Its Zionists, not ”Jews”₋History

 


Summary

During the 1970s, both the U.S. Black Panther Party and the Israeli Black Panthers (a Mizrahi Jewish social justice movement) publicly opposed Zionism as it was practiced by the Israeli state. Their critique was not rooted in antisemitism, but in a shared analysis of racism, colonialism, and state violence.

According to scholarship on the Israeli Black Panthers, the movement emerged from the experiences of Mizrahi Jews—primarily from North Africa—who faced systemic discrimination in housing, education, and employment in Israel. Inspired by the U.S. Black Panthers, they adopted a radical anti‑racist framework and built solidarity with the Palestine Liberation Organization (PLO), arguing that both Mizrahi Jews and Palestinians were marginalized by the Ashkenazi‑dominated state.

Meanwhile, the U.S. Black Panther Party openly supported Palestinian liberation, viewing Zionism as part of a global system of imperialism. Their writings and speeches framed the Palestinian struggle as parallel to Black liberation movements in the United States, emphasizing shared experiences of police violence, displacement, and racial oppression.

Why This Matters

This history matters because it challenges simplified narratives about identity and solidarity. The fact that Arab Jews in Israel and Black activists in the U.S. aligned themselves with Palestinian liberation shows how human rights struggles often transcend national and ethnic boundaries.

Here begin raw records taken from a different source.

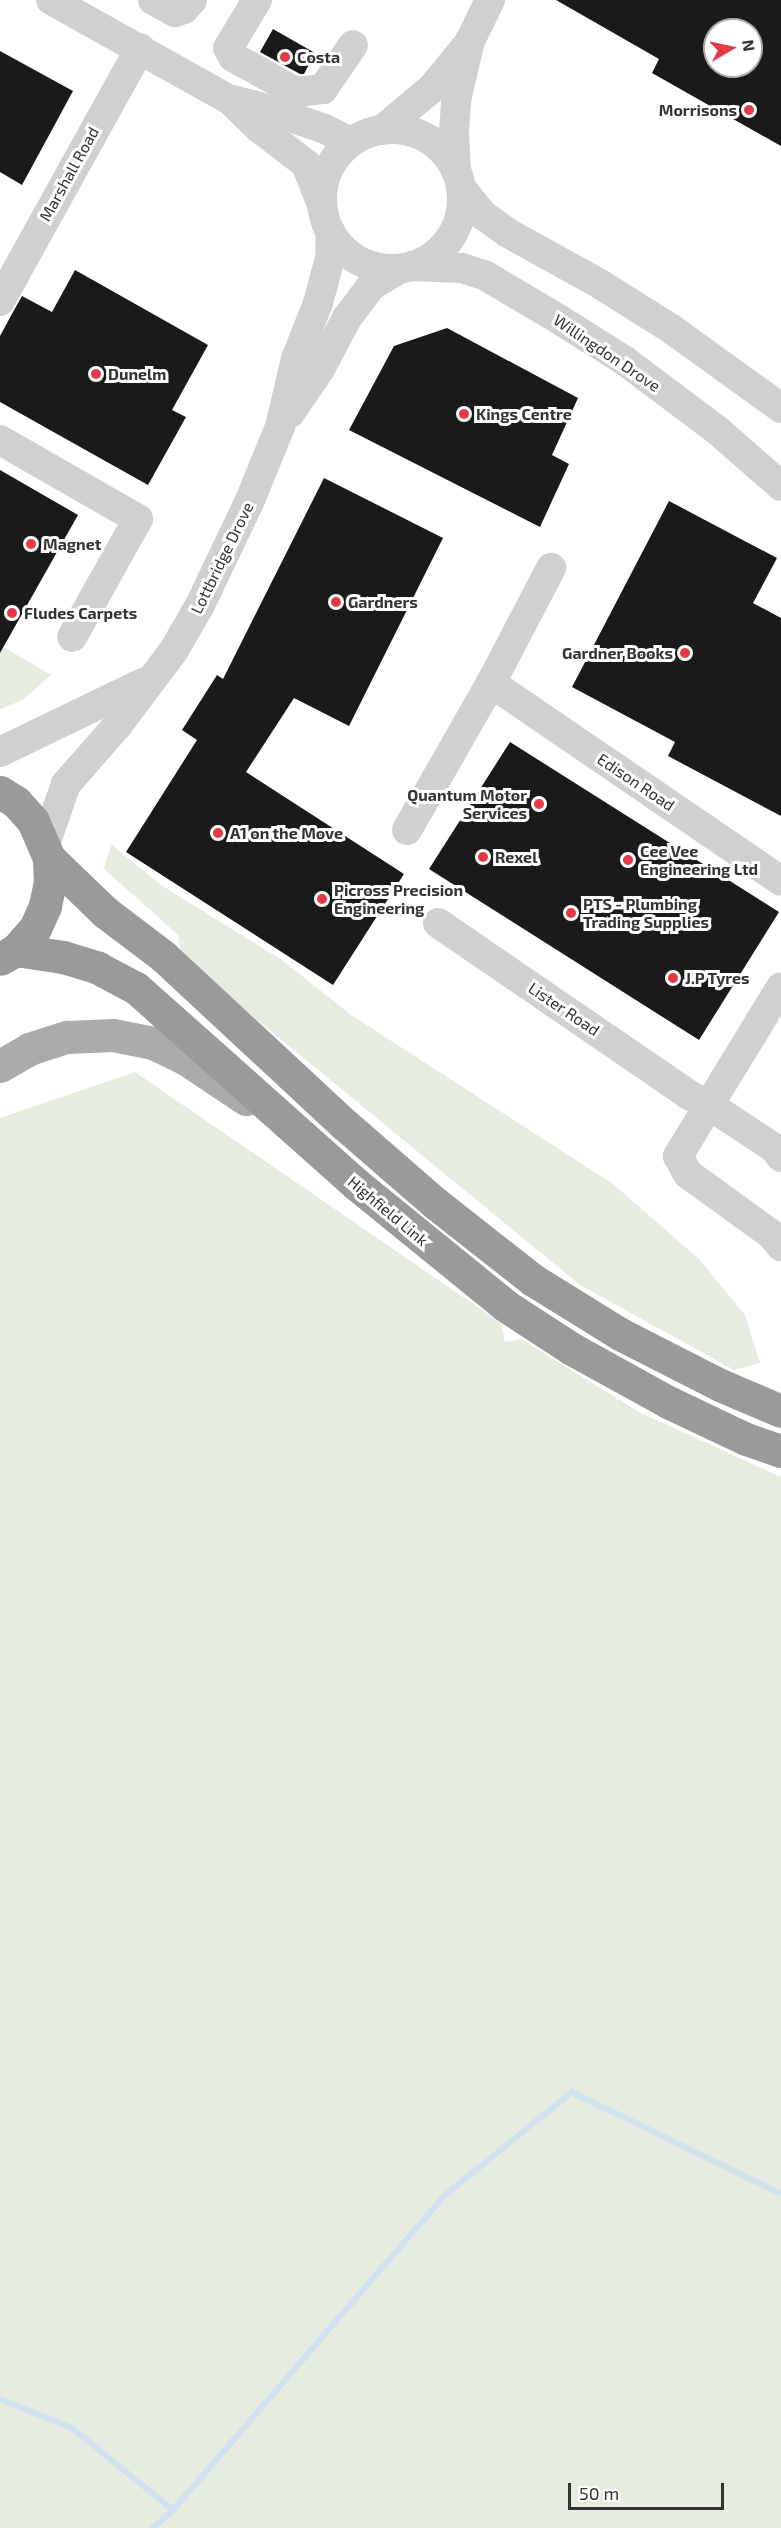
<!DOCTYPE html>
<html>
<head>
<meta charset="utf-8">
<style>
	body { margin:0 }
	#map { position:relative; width:781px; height:2528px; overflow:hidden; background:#fff; font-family:"Exo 2",sans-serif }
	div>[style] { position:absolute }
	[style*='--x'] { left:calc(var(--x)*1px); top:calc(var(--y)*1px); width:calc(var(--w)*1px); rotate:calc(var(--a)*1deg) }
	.green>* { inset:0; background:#e6ecdf }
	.stream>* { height:6px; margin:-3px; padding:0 3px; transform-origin:3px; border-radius:3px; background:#cfe2ee }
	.building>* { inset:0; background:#1a1a1a }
	.minor>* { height:30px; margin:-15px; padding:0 15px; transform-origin:15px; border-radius:15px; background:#d0d0d0 }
	.minor>.ring { margin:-15px; padding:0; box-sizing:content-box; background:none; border:30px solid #d0d0d0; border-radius:50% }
	.major>* { height:33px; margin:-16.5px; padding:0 16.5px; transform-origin:16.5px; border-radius:16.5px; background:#ababab }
	.highway>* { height:33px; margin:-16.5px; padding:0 16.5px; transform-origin:16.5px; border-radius:16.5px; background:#9a9a9a }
	.dots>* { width:16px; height:16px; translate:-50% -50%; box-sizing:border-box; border:3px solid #fff; border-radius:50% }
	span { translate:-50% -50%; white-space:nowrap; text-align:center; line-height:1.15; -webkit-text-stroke:6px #fff; paint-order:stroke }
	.poi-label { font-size:16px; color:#333; font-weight:700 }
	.left { translate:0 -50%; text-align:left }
	.right { translate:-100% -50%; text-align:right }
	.street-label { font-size:16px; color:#333 }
	.north { position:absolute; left:703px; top:18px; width:60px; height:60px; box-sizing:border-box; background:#fff; border:2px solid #adadad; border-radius:50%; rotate:81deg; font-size:16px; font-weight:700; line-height:24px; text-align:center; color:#333 }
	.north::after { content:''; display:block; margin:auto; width:21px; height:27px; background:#e63946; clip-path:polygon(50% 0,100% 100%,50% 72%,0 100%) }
	.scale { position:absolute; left:568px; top:2483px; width:156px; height:27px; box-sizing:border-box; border:3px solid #333; border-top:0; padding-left:8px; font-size:18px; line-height:21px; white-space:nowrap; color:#333; -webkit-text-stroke:4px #fff; paint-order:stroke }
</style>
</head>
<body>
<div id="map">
	<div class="green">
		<i style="clip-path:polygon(0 645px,51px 675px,24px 699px,0 710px)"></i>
		<i style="clip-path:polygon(111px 844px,161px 885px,282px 960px,351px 1015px,613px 1184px,699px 1259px,745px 1315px,760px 1363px,734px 1370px,580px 1285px,182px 958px,178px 935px,104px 869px)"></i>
		<i style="clip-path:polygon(135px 1072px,501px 1323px,505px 1342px,521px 1339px,639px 1412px,781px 1477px,781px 2528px,0 2528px,0 1118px)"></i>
	</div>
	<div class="stream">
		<i style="--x:0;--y:2399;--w:78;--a:21.9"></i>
		<i style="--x:72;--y:2428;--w:130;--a:39.1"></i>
		<i style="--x:153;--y:2528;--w:27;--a:-42"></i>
		<i style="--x:173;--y:2510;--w:416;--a:-49.2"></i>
		<i style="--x:445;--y:2195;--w:164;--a:-39"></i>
		<i style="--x:572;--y:2092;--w:233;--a:26"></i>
	</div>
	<div class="building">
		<i style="clip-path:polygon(evenodd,556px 0,781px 0,781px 146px,652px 73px,659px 59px,556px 0,715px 30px,751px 30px,751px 66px,715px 66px,715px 30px)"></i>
		<i style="clip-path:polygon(273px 29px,315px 53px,304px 74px,300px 74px,260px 52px)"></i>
		<i style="clip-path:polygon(0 51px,73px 91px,22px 185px,0 172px)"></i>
		<i style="clip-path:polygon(75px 270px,208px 345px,172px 410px,186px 417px,148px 485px,0 402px,0 336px,13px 312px,22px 296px,52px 312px)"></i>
		<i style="clip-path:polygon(447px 328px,578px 398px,552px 455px,569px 464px,540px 527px,349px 430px,394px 346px)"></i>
		<i style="clip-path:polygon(0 470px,78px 515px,0 653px)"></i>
		<i style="clip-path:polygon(324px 478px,443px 538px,349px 726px,294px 698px,246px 772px,404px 874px,333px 985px,126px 852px,197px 740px,182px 730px,217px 675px,223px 679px)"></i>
		<i style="clip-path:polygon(669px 501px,777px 558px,753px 603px,781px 618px,781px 816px,668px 756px,675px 742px,572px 687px)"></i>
		<i style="clip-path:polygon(510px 742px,779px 912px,699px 1040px,429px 869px)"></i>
	</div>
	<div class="minor">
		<i style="--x:51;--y:0;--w:205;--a:29.2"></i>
		<i style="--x:230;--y:100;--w:40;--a:44"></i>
		<i style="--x:259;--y:128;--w:59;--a:37.5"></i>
		<i style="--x:306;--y:164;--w:44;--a:68.7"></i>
		<i style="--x:153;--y:0;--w:25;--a:29"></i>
		<i style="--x:175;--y:12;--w:9;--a:-18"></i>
		<i style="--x:184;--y:9;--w:12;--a:-48"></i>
		<i style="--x:257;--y:0;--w:56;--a:121.1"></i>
		<i style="--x:228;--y:48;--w:10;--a:61"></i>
		<i style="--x:233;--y:57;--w:72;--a:29.1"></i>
		<i style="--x:296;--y:92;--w:27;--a:-6"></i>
		<i style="--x:323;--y:89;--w:53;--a:-55.7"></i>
		<i style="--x:233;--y:100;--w:35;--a:15"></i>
		<i style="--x:267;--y:109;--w:61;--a:19"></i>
		<i style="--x:325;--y:129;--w:29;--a:27"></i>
		<i class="ring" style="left:322px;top:129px;width:110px;height:110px"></i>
		<i style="--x:382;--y:130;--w:65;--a:-40"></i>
		<i style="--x:432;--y:88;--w:52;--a:-50.5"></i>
		<i style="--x:456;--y:171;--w:39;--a:-93"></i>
		<i style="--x:454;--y:132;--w:32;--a:-86"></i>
		<i style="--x:456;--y:100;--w:61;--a:-76.7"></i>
		<i style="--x:470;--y:41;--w:46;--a:-64"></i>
		<i style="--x:461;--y:188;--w:35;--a:51"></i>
		<i style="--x:483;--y:215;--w:31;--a:36"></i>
		<i style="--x:508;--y:233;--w:105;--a:29"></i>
		<i style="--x:600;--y:284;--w:83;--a:32.2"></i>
		<i style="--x:670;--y:328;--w:137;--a:35.8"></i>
		<i style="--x:411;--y:266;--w:51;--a:2.2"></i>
		<i style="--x:462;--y:268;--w:25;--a:18"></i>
		<i style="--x:486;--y:276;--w:86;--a:30.7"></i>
		<i style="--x:560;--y:320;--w:77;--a:32.2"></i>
		<i style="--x:625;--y:361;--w:115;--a:36.9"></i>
		<i style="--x:717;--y:430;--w:85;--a:41.2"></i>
		<i style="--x:0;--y:301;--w:289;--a:-61"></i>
		<i style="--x:290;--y:413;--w:53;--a:-55.7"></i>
		<i style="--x:320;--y:369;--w:58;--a:-62.1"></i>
		<i style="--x:347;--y:318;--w:40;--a:-53"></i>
		<i style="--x:371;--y:286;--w:33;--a:-31"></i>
		<i style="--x:0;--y:440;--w:159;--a:29.8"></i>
		<i style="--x:138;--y:519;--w:135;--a:119.2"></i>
		<i style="--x:491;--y:683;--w:351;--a:34.3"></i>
		<i style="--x:0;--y:752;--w:159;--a:-25.8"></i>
		<i style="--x:407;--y:830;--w:169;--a:-60.3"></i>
		<i style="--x:491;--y:683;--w:130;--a:-62.4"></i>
		<i style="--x:45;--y:844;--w:64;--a:-70.7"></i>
		<i style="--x:66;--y:784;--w:77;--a:-48.7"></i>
		<i style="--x:117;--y:726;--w:95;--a:-53.1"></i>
		<i style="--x:174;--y:650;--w:52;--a:-60"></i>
		<i style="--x:200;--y:605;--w:116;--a:-64.5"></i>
		<i style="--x:250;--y:500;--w:79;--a:-67.7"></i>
		<i style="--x:280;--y:427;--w:70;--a:-76.8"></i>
		<i style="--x:296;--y:359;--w:60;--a:-68.6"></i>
		<i style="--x:318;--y:303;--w:47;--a:-75.1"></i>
		<i style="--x:330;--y:258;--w:25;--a:-88"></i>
		<i style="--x:438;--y:923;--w:304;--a:34.4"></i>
		<i style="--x:689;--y:1095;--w:22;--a:27"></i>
		<i style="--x:709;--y:1105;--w:138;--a:-58.6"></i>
		<i style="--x:781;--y:1157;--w:11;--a:-128"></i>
		<i style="--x:774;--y:1148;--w:78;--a:-146.5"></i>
		<i style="--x:709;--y:1105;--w:60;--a:121.3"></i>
		<i style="--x:678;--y:1156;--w:21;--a:61"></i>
		<i style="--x:688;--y:1174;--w:102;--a:35.9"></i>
		<i style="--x:771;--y:1234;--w:16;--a:50"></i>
	</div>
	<div class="major">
		<i style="--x:0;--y:1066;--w:34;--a:-30"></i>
		<i style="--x:29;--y:1049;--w:40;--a:-18"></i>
		<i style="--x:67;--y:1037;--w:46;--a:-2.5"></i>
		<i style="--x:113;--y:1035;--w:41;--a:11.3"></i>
		<i style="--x:153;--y:1043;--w:37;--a:26"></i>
		<i style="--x:186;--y:1059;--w:72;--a:33.7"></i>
	</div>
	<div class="highway">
		<i style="--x:0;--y:792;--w:19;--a:32"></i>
		<i style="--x:16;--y:802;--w:25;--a:48"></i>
		<i style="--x:33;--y:821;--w:40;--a:66.6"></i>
		<i style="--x:49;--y:858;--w:24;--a:88"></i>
		<i style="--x:50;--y:882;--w:25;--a:102"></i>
		<i style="--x:45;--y:906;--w:24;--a:114"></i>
		<i style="--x:35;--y:928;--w:29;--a:131"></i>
		<i style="--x:16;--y:950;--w:18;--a:151"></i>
		<i style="--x:49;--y:858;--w:78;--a:44"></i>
		<i style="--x:105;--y:912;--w:73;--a:37.2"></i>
		<i style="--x:163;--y:956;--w:247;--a:42.9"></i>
		<i style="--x:344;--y:1124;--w:121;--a:41"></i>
		<i style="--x:435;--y:1203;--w:125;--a:38.2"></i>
		<i style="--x:533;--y:1280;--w:102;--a:31.8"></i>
		<i style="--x:620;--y:1334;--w:112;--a:27"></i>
		<i style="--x:720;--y:1385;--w:66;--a:23.1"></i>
		<i style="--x:16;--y:950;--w:48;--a:8.5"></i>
		<i style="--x:63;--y:957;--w:37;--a:17"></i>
		<i style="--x:98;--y:968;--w:43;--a:27.8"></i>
		<i style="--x:136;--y:988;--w:295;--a:41.7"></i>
		<i style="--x:356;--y:1184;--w:193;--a:39.1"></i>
		<i style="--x:506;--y:1306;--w:79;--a:33.1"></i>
		<i style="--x:572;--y:1349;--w:110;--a:28.9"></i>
		<i style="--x:668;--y:1402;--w:86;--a:25.4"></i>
		<i style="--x:746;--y:1439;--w:37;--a:19"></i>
	</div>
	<div class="dots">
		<i style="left:285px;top:57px;background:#e63946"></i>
		<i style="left:749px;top:110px;background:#e63946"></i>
		<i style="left:96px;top:374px;background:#e63946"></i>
		<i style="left:464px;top:414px;background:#e63946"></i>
		<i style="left:31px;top:544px;background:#e63946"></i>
		<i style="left:336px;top:602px;background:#e63946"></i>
		<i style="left:12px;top:613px;background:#e63946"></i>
		<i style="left:685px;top:653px;background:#e63946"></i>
		<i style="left:539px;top:804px;background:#e63946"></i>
		<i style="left:218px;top:833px;background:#e63946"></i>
		<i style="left:483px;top:857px;background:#e63946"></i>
		<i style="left:628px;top:860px;background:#e63946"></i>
		<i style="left:322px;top:899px;background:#e63946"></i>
		<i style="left:571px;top:913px;background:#e63946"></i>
		<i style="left:673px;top:978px;background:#e63946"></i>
	</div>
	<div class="poi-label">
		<span class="left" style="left:297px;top:57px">Costa</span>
		<span class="right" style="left:737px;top:110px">Morrisons</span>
		<span class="left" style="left:108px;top:374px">Dunelm</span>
		<span class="left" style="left:476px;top:414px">Kings Centre</span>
		<span class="left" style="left:43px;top:544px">Magnet</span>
		<span class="left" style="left:348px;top:602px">Gardners</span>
		<span class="left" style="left:24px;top:613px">Fludes Carpets</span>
		<span class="right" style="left:673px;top:653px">Gardner Books</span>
		<span class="right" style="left:527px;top:804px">Quantum Motor<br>Services</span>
		<span class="left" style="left:230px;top:833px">A1 on the Move</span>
		<span class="left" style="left:640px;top:860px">Cee Vee<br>Engineering Ltd</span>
		<span class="left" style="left:495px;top:857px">Rexel</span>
		<span class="left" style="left:334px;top:899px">Picross Precision<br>Engineering</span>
		<span class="left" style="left:583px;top:913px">PTS - Plumbing<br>Trading Supplies</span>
		<span class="left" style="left:685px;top:978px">J.P Tyres</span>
	</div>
	<div class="street-label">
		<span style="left:69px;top:174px;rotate:-61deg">Marshall Road</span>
		<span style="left:607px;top:353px;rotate:34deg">Willingdon Drove</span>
		<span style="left:222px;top:558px;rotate:-64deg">Lottbridge Drove</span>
		<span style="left:636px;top:782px;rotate:34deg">Edison Road</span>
		<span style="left:564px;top:1009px;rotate:34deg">Lister Road</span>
		<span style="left:388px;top:1211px;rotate:40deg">Highfield Link</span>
	</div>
	<div class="north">N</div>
	<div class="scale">50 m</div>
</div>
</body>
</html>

Their critique of Zionism was fundamentally a critique of state power, militarized policing, and racial hierarchy—issues that remain central to global human rights debates today. Understanding this history helps us see how marginalized groups have historically resisted systems that exclude or oppress them.

Putting It in Perspective

The Israeli Black Panthers’ alliance with the PLO was groundbreaking: it demonstrated that Jewish identity is not monolithic and that many Mizrahi Jews saw Zionism not as liberation, but as a structure that reproduced racial inequality within Israel itself.

Similarly, the U.S. Black Panthers’ solidarity with Palestinians reflected a broader anti‑imperialist worldview that connected struggles from Oakland to Beirut. Their stance anticipated today’s global movements linking racial justice, anti‑colonialism, and human rights.

This history reminds us that solidarity is not predetermined by ethnicity or nationality—it is shaped by shared experiences of injustice and a commitment to collective liberation.

APA Citations

  1. Black Panthers (Israel). (n.d.). Wikipedia. https://en.wikipedia.org/wiki/Black_Panthers_(Israel)

  2. Shohat, E. (2013). Black Panther Palestine. Studies in American Jewish Literature, 35(1), 77–98. https://www.jstor.org/stable/10.5325/studamerjewilite.35.1.0077

  3. Pien, D. (2018). Israeli Black Panther Party (1971–1977). BlackPast. https://www.blackpast.org/global-african-history/israeli-black-panther-party-1971-1977/

  4. Thomas, G. (2021). The Black Panther Party on Palestine. Hampton Institute. https://www.hamptonthink.org/read/the-black-panther-party-on-palestine

Comments

  1. This is fascinating to me because I wasn't aware that there was a Israeli Black Panther, Mizrahi Jewish social justice, movement that took the Black Panther name from the US Black Panthers. This shows how much social movements borrow and inspire each other. The #MeToo movement that started in the US, for example, inspired women (and even men) in other regions, even Europe, Asia, and Africa to speak up about sexually harassment and exploitation. The same is true for the Black Lives Matter movement after the George Floyd murder. Some BLM protests were even held in faraway Japan and in France.

    I guess the Israeli Black Panthers pointed out that solidarity wasn't just a matter of being Jewish but, as they felt excluded in Israeli society, there was a need to assert their common ethnic bonds that were holding them back from being fully embraced by the mostly European Jewish majority, which saw itself as being superior and, perhaps as the true founders of the Jewish State, which formed as the ashes of the Nazi death camps in Europe were still cooling (figuratively).

    Ethiopian Jews emigrated en masse to Israel later than most North Aftrican Jews and they, sadly, experienced racial prejudice and disadvantages as well. Some of them were inspired by the BLM movement in the US to speak out. See: https://www.google.com/search?q=prejudice+again+ethiopian+jews+in+Israel%3F&oq=prejudice+again+ethiopian+jews+in+Israel%3F&gs_lcrp=EgZjaHJvbWUyBggAEEUYOTIHCAEQIRiPAtIBCTE4MjUwajBqN6gCALACAA&sourceid=chrome&ie=UTF-8#fpstate=ive&vld=cid:38f1312a,vid:ki-6IK5NCdQ,st:0 .

    In Japan, Burakumin started their own groups to encourage solidarity when they faced discrimination in employment and in marriage prospects in Japan. Social movements crop up everywhere in the face of oppression.